Saved data entries
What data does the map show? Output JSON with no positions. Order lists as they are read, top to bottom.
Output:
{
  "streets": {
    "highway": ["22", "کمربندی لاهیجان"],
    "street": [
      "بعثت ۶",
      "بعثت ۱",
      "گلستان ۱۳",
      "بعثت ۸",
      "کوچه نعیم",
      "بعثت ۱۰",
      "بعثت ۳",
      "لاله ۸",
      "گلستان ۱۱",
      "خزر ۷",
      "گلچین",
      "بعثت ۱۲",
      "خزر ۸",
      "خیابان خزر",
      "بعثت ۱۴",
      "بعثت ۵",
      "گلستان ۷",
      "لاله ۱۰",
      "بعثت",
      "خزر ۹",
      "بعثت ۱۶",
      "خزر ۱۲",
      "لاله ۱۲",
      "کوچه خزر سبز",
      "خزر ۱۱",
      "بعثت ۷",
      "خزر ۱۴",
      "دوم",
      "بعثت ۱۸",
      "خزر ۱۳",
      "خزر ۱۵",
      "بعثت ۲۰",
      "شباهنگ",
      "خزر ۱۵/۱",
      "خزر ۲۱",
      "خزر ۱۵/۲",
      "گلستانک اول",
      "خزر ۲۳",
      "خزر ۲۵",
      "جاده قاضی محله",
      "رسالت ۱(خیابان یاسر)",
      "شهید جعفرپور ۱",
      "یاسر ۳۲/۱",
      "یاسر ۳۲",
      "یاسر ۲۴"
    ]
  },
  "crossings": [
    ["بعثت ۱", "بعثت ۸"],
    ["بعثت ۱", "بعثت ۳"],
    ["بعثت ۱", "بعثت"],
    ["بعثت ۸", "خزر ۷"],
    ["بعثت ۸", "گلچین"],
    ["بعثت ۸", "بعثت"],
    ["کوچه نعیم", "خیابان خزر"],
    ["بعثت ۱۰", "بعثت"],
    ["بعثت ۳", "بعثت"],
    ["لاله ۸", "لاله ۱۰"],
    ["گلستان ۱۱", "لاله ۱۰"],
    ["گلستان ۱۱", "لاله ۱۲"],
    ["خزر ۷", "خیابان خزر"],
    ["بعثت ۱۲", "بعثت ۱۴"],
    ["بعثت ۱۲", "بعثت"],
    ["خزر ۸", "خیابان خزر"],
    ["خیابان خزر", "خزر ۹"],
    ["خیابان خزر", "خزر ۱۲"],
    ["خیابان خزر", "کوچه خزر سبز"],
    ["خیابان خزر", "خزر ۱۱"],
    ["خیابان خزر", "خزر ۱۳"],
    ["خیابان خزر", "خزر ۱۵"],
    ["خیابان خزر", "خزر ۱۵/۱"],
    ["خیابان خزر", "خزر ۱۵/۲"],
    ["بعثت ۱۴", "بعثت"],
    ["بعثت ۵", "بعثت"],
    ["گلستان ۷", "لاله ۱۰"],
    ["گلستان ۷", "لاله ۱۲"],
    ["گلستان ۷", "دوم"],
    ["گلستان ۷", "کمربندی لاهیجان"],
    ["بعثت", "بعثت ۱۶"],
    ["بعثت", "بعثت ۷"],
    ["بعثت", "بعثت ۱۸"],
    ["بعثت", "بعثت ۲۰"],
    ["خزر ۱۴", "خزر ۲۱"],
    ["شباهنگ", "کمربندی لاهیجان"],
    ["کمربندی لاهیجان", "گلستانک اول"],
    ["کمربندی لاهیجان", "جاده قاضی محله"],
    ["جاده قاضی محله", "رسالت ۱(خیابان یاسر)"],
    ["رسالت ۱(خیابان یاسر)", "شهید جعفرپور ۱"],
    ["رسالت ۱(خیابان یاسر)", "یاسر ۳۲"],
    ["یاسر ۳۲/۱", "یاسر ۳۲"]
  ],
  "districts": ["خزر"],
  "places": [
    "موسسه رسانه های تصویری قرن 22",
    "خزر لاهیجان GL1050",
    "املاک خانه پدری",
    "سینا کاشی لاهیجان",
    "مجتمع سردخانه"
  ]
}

(Task brief)
Transcribe the records above exactly, keeping every line.

(Answer for this exercise)
What data does the map show? Output JSON with no positions. Order lists as they are read, top to bottom.
Output:
{
  "streets": {
    "highway": ["22", "کمربندی لاهیجان"],
    "street": [
      "بعثت ۶",
      "بعثت ۱",
      "گلستان ۱۳",
      "بعثت ۸",
      "کوچه نعیم",
      "بعثت ۱۰",
      "بعثت ۳",
      "لاله ۸",
      "گلستان ۱۱",
      "خزر ۷",
      "گلچین",
      "بعثت ۱۲",
      "خزر ۸",
      "خیابان خزر",
      "بعثت ۱۴",
      "بعثت ۵",
      "گلستان ۷",
      "لاله ۱۰",
      "بعثت",
      "خزر ۹",
      "بعثت ۱۶",
      "خزر ۱۲",
      "لاله ۱۲",
      "کوچه خزر سبز",
      "خزر ۱۱",
      "بعثت ۷",
      "خزر ۱۴",
      "دوم",
      "بعثت ۱۸",
      "خزر ۱۳",
      "خزر ۱۵",
      "بعثت ۲۰",
      "شباهنگ",
      "خزر ۱۵/۱",
      "خزر ۲۱",
      "خزر ۱۵/۲",
      "گلستانک اول",
      "خزر ۲۳",
      "خزر ۲۵",
      "جاده قاضی محله",
      "رسالت ۱(خیابان یاسر)",
      "شهید جعفرپور ۱",
      "یاسر ۳۲/۱",
      "یاسر ۳۲",
      "یاسر ۲۴"
    ]
  },
  "crossings": [
    ["بعثت ۱", "بعثت ۸"],
    ["بعثت ۱", "بعثت ۳"],
    ["بعثت ۱", "بعثت"],
    ["بعثت ۸", "خزر ۷"],
    ["بعثت ۸", "گلچین"],
    ["بعثت ۸", "بعثت"],
    ["کوچه نعیم", "خیابان خزر"],
    ["بعثت ۱۰", "بعثت"],
    ["بعثت ۳", "بعثت"],
    ["لاله ۸", "لاله ۱۰"],
    ["گلستان ۱۱", "لاله ۱۰"],
    ["گلستان ۱۱", "لاله ۱۲"],
    ["خزر ۷", "خیابان خزر"],
    ["بعثت ۱۲", "بعثت ۱۴"],
    ["بعثت ۱۲", "بعثت"],
    ["خزر ۸", "خیابان خزر"],
    ["خیابان خزر", "خزر ۹"],
    ["خیابان خزر", "خزر ۱۲"],
    ["خیابان خزر", "کوچه خزر سبز"],
    ["خیابان خزر", "خزر ۱۱"],
    ["خیابان خزر", "خزر ۱۳"],
    ["خیابان خزر", "خزر ۱۵"],
    ["خیابان خزر", "خزر ۱۵/۱"],
    ["خیابان خزر", "خزر ۱۵/۲"],
    ["بعثت ۱۴", "بعثت"],
    ["بعثت ۵", "بعثت"],
    ["گلستان ۷", "لاله ۱۰"],
    ["گلستان ۷", "لاله ۱۲"],
    ["گلستان ۷", "دوم"],
    ["گلستان ۷", "کمربندی لاهیجان"],
    ["بعثت", "بعثت ۱۶"],
    ["بعثت", "بعثت ۷"],
    ["بعثت", "بعثت ۱۸"],
    ["بعثت", "بعثت ۲۰"],
    ["خزر ۱۴", "خزر ۲۱"],
    ["شباهنگ", "کمربندی لاهیجان"],
    ["کمربندی لاهیجان", "گلستانک اول"],
    ["کمربندی لاهیجان", "جاده قاضی محله"],
    ["جاده قاضی محله", "رسالت ۱(خیابان یاسر)"],
    ["رسالت ۱(خیابان یاسر)", "شهید جعفرپور ۱"],
    ["رسالت ۱(خیابان یاسر)", "یاسر ۳۲"],
    ["یاسر ۳۲/۱", "یاسر ۳۲"]
  ],
  "districts": ["خزر"],
  "places": [
    "موسسه رسانه های تصویری قرن 22",
    "خزر لاهیجان GL1050",
    "املاک خانه پدری",
    "سینا کاشی لاهیجان",
    "مجتمع سردخانه"
  ]
}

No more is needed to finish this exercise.